### RECORDS SHOWN
☆ ☆ ☆ ☆

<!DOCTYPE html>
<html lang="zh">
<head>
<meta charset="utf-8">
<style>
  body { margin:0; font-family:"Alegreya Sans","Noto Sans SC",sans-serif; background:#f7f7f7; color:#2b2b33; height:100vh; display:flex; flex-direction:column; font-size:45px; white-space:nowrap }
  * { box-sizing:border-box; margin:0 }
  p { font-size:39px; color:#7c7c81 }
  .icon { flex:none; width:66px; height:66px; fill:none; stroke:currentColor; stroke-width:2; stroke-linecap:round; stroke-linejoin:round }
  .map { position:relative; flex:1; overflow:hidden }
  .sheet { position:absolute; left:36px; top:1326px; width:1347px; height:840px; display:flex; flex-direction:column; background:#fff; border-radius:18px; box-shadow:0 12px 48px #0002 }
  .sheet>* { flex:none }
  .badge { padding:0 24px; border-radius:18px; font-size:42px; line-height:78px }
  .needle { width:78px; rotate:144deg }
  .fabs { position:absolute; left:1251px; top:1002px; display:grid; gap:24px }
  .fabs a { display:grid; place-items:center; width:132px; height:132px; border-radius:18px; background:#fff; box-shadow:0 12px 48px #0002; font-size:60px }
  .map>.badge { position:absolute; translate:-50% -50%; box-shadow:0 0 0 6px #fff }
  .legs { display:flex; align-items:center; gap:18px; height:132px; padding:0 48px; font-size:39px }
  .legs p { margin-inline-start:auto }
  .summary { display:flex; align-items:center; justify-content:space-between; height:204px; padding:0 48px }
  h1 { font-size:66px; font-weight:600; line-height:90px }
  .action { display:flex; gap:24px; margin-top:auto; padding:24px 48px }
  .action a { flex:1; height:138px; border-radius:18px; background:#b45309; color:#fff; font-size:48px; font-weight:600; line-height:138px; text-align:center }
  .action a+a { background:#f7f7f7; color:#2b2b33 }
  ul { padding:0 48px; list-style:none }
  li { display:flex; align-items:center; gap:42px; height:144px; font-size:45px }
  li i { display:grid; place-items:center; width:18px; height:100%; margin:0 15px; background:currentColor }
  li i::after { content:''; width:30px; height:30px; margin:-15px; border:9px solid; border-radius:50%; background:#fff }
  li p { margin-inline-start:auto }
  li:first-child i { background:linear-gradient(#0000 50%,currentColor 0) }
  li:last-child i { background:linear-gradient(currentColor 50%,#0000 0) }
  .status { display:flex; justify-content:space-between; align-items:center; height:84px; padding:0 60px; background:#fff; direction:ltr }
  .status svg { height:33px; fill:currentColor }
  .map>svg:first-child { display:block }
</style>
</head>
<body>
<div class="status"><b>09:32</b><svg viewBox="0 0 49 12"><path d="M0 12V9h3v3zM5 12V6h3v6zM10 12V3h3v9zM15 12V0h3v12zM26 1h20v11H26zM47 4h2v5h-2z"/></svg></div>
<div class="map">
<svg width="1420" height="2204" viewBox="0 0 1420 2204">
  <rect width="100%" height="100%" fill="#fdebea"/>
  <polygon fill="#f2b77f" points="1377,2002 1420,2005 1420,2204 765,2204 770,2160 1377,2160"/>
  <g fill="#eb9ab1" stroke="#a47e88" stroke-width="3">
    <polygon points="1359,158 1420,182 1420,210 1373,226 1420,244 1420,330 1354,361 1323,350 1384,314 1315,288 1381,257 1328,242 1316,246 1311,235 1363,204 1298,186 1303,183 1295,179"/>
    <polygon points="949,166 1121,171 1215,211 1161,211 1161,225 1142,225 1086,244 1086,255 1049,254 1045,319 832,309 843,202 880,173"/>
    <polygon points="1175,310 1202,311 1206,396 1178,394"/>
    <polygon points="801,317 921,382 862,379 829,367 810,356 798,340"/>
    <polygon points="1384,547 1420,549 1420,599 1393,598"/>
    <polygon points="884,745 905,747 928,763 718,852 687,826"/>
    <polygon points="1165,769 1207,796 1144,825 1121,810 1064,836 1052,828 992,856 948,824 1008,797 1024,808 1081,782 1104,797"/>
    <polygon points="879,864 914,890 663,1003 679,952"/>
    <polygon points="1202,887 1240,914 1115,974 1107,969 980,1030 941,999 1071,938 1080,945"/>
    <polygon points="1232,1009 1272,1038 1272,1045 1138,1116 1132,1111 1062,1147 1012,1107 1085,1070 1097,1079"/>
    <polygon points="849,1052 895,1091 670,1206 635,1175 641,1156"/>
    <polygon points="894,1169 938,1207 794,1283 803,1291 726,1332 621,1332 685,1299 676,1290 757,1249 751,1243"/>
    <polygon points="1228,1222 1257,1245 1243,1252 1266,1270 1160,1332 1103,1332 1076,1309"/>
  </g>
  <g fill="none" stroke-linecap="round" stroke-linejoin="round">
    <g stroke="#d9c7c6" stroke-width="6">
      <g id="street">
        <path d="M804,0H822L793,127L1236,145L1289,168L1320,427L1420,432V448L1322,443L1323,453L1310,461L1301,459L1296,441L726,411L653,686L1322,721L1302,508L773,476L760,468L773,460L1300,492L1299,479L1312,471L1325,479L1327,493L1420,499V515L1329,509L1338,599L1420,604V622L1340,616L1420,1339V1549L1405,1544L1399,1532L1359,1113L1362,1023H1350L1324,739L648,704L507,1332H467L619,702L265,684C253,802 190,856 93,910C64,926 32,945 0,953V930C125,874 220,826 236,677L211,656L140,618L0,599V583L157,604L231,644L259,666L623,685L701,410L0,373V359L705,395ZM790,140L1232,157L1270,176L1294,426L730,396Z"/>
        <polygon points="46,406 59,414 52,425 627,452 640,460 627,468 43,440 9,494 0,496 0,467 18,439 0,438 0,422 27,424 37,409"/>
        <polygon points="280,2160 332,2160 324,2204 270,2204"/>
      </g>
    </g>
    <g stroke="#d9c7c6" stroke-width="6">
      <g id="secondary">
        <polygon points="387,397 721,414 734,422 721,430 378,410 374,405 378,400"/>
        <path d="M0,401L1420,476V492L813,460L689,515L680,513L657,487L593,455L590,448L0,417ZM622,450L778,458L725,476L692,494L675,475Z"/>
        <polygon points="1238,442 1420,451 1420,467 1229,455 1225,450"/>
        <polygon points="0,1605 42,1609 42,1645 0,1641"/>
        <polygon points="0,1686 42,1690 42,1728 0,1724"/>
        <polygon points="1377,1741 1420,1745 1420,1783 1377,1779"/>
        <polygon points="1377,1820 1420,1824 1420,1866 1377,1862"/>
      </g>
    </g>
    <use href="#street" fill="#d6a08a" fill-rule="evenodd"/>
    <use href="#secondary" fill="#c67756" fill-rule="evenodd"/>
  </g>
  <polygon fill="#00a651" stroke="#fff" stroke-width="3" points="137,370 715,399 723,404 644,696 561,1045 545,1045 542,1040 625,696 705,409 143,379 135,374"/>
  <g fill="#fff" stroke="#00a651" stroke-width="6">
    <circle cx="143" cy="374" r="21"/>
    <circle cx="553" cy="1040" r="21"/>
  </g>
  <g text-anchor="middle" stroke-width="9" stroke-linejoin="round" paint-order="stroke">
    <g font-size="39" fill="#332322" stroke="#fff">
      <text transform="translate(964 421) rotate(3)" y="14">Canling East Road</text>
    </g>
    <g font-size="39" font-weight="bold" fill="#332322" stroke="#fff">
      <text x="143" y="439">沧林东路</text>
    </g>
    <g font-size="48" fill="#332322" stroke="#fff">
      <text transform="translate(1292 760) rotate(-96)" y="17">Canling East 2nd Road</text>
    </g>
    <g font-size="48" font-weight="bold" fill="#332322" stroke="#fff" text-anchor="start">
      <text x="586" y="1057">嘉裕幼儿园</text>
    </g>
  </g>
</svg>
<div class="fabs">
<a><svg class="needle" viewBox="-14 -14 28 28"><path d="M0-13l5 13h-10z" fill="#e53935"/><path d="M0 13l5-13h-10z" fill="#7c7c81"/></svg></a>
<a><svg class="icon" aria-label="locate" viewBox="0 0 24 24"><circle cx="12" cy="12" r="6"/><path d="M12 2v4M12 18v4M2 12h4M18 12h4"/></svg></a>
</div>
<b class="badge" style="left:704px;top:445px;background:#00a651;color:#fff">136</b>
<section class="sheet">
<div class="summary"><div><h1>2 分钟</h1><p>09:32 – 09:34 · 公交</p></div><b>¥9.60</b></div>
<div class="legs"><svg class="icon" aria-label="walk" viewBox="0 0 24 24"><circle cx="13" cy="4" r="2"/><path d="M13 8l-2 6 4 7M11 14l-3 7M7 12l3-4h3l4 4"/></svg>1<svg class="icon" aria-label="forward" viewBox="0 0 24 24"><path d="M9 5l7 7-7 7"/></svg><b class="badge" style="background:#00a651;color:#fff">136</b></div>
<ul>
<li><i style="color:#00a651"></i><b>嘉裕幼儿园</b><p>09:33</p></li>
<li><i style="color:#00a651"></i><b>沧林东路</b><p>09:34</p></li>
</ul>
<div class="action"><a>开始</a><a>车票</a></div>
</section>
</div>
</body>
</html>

☆ ☆ ☆ ☆

### REQUIRED WORK
Gather each line of the records holding the string "fabs".

### RESPONSE BELOW
  .fabs { position:absolute; left:1251px; top:1002px; display:grid; gap:24px }
  .fabs a { display:grid; place-items:center; width:132px; height:132px; border-radius:18px; background:#fff; box-shadow:0 12px 48px #0002; font-size:60px }
<div class="fabs">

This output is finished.